Rings
Different sets are naturally endowed with two binary operations: addition and multiplication. Examples that quickly come to mind are the integers, the integers modulo n, the real numbers, matrices, and polynomials. The notion of Rings describing this kind of sets was originated in the mid-19th century by Richard Dedekind.
6.1.1 Definition A ring (R, +, ⋅) is a set equipped with two binary operations indicated by + and ·,
R x R ⟶ R R x R ⟶ R
(a, b) ⟼ a + b (a, b) ⟼ a ⋅ b
satisfying the following three sets of axioms, called the ring axioms
+ is associative: (a + b) + c = a + (b + c) ∀a, b, c ∈ R
There is an element 0 in R such that a + 0 = a ∀a ∈ R (that is, 0 is the additive identity).
∀a ∈ R there exists −a ∈ R such that a + (−a) = 0 (that is, −a is the additive inverse of a).

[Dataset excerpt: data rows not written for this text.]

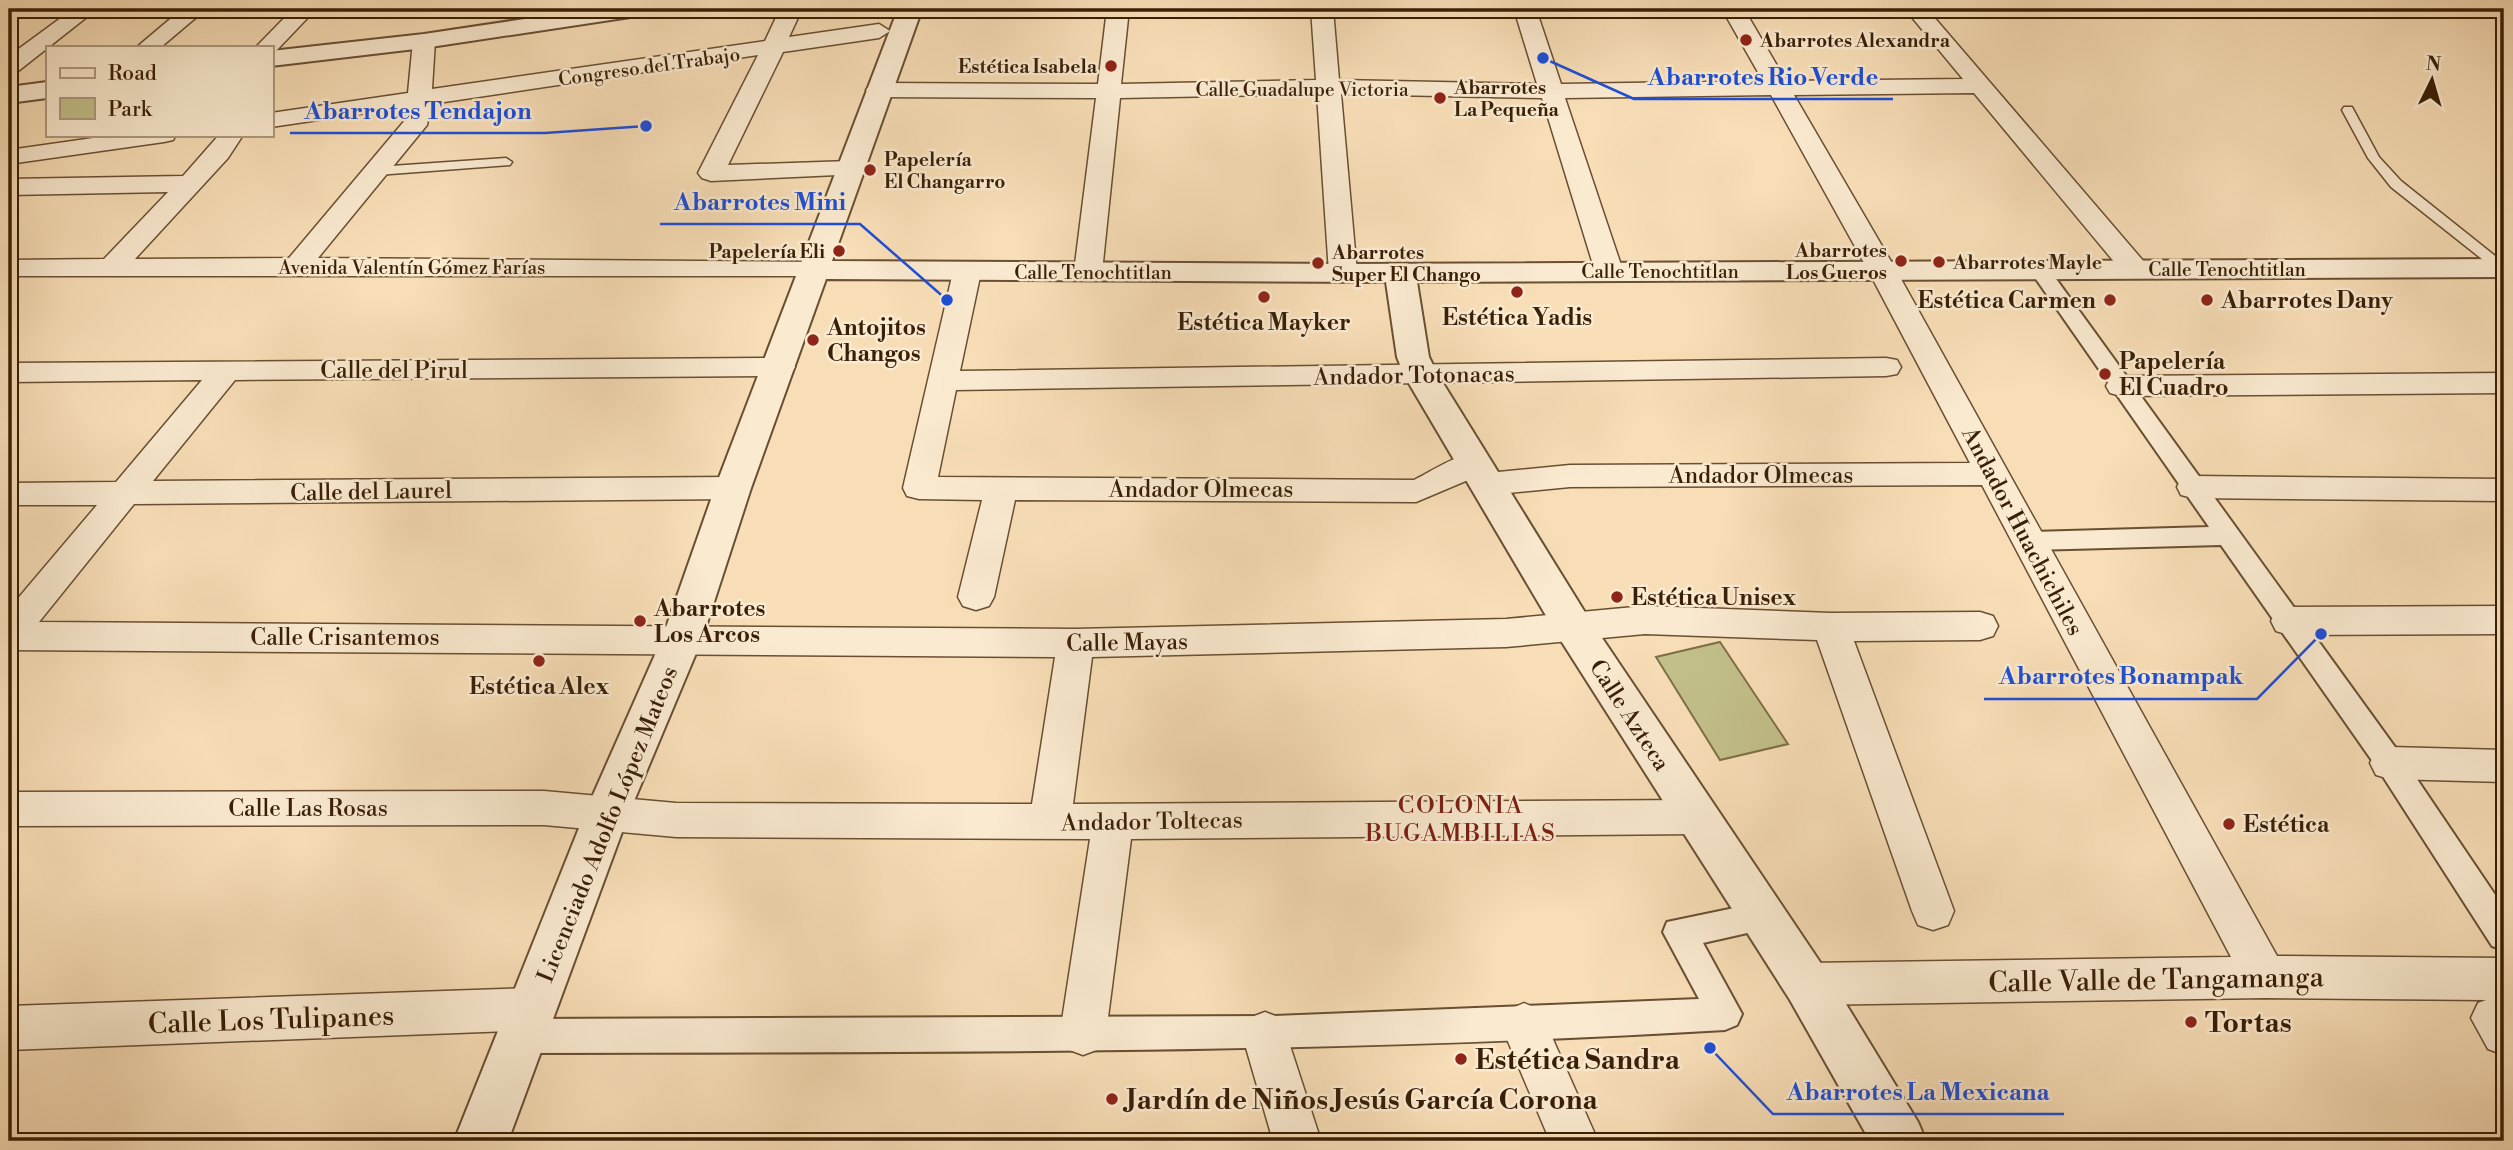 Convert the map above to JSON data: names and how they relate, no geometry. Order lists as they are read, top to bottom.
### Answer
{
  "streets": {
    "street": [
      "Congreso del Trabajo",
      "Calle Guadalupe Victoria",
      "Avenida Valentín Gómez Farías",
      "Calle Tenochtitlan",
      "Calle del Pirul",
      "Andador Totonacas",
      "Andador Olmecas",
      "Calle del Laurel",
      "Andador Huachichiles",
      "Calle Crisantemos",
      "Calle Mayas",
      "Calle Azteca",
      "Calle Las Rosas",
      "Andador Toltecas",
      "Licenciado Adolfo López Mateos",
      "Calle Valle de Tangamanga",
      "Calle Los Tulipanes"
    ]
  },
  "crossings": [
    ["Calle Guadalupe Victoria", "Andador Huachichiles"],
    ["Calle Guadalupe Victoria", "Licenciado Adolfo López Mateos"],
    ["Avenida Valentín Gómez Farías", "Calle Tenochtitlan"],
    ["Avenida Valentín Gómez Farías", "Licenciado Adolfo López Mateos"],
    ["Calle Tenochtitlan", "Andador Huachichiles"],
    ["Calle Tenochtitlan", "Calle Azteca"],
    ["Calle Tenochtitlan", "Licenciado Adolfo López Mateos"],
    ["Calle del Pirul", "Licenciado Adolfo López Mateos"],
    ["Andador Totonacas", "Andador Olmecas"],
    ["Andador Totonacas", "Calle Azteca"],
    ["Andador Olmecas", "Andador Huachichiles"],
    ["Andador Olmecas", "Calle Azteca"],
    ["Calle del Laurel", "Licenciado Adolfo López Mateos"],
    ["Andador Huachichiles", "Calle Valle de Tangamanga"],
    ["Calle Crisantemos", "Calle Mayas"],
    ["Calle Crisantemos", "Licenciado Adolfo López Mateos"],
    ["Calle Mayas", "Calle Azteca"],
    ["Calle Mayas", "Licenciado Adolfo López Mateos"],
    ["Calle Azteca", "Andador Toltecas"],
    ["Calle Azteca", "Calle Valle de Tangamanga"],
    ["Calle Las Rosas", "Andador Toltecas"],
    ["Calle Las Rosas", "Licenciado Adolfo López Mateos"],
    ["Andador Toltecas", "Licenciado Adolfo López Mateos"],
    ["Licenciado Adolfo López Mateos", "Calle Los Tulipanes"]
  ],
  "districts": ["COLONIA BUGAMBILIAS"],
  "places": [
    "Abarrotes Alexandra",
    "Abarrotes Rio Verde",
    "Estética Isabela",
    "Abarrotes La Pequeña",
    "Abarrotes Tendajon",
    "Papelería El Changarro",
    "Papelería Eli",
    "Abarrotes Los Gueros",
    "Abarrotes Mayle",
    "Abarrotes Super El Chango",
    "Estética Yadis",
    "Estética Mayker",
    "Abarrotes Mini",
    "Estética Carmen",
    "Abarrotes Dany",
    "Antojitos Changos",
    "Papelería El Cuadro",
    "Estética Unisex",
    "Abarrotes Los Arcos",
    "Abarrotes Bonampak",
    "Estética Alex",
    "Estética",
    "Tortas",
    "Abarrotes La Mexicana",
    "Estética Sandra",
    "Jardín de Niños Jesús García Corona"
  ],
  "legend": ["Road", "Park"],
  "north": "top"
}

+ is commutative: a + b = b + a ∀a, b ∈ R
· is associative: (a · b) · c = a · (b · c) ∀a, b, c ∈ R
Multiplication is distributive with respect to addition, meaning that:
a · (b + c) = a · b + a · c, (a + b) · c = a · c + b · c ∀a, b, c ∈ R
From now on we'll write ab instead of a · b. A set satisfying i) a), b), c) is called group: hence (R, +) is a group. If d) is also satisfied we have a commutative group or abelian group. (R, +) is oftentimes referred to as additive group of the ring.
A commutative ring is a ring in which the multiplication operation is commutative.
6.1.2. Examples of non-rings abd rings
The set of natural numbers ℕ with the usual operations is not a ring, since (ℕ, +) is not even a group (the elements are not all invertible with respect to addition, e.g. there is no natural number which can be added to 2 to get 0 as a result).
The set of odd integers with the usual addition and multiplication is not a ring. Among other things, Axiom 1 fails: The sum of two odd integers is not odd.
Examples of rings
Let E be the set of even integers with the usual addition and multiplication. Since the sum or product of two even integers is also even, the closure axioms hold. Since 0 is an even integer, E has an additive identity element. If a is even, then − a is also even, and so Axiom i)c holds. The remaining axioms hold for all integers and, therefore, are true whenever a, b, c, are even. Consequently, E is a commutative ring. E does not have an identity, however, because no even integer e has the property that ae = a = ea for every even integer a.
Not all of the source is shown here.